6,321 posts, read 7,037,074 times
Reputation: 9444
I worked for the Forest Service and actually prepared economic reports on local, regional, and state economics and how they performed and inter-related to each other.

The Forest Service had a great research arm and for years published peer reviewed studies on what makes a successful rural community. Over the years, the studies had a clear theme. Currently, successful rural communities are the ticket.

During the baby boom housing crises, timber communities were the successful ones. Get a supply of timber and your community will be successful. Until the Northern Spotted Owl comes along and your suddenly a community with serious problems.

These days the "successful" communities cater to rich folks and have Wilderness surrounding them and they are located along the inter-state highway system. Bozeman, Montana is the current "successful" community example.

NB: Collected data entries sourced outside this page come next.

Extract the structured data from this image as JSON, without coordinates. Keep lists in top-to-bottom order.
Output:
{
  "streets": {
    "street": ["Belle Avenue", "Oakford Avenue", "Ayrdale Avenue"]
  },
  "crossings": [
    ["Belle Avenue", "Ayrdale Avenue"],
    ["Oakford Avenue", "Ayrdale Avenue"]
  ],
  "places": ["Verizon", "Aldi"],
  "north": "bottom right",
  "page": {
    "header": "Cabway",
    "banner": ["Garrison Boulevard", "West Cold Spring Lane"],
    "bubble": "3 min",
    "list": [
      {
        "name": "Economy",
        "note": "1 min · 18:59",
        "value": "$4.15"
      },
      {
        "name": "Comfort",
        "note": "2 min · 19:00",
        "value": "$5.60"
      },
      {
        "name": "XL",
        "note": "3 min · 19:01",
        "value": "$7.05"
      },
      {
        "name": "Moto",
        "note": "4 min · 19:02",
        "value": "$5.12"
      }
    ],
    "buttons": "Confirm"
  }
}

As a rural resident I suspect most of us would prefer living in a successful Roseberg, Oregon than a Bozeman, Montana.

It will be interesting to see what the NEXT successful rural community types will be discovered by economists.

One characteristic of successful communities that is impossible to characterize easily is the people themselves.

Successful rural communities have successful people committed to the community. That provides an incredible amount of resilience economically.

Here is a very successful community, that breaks the mold. The people made in successful in spite of all efforts to destroy their existing economic structure.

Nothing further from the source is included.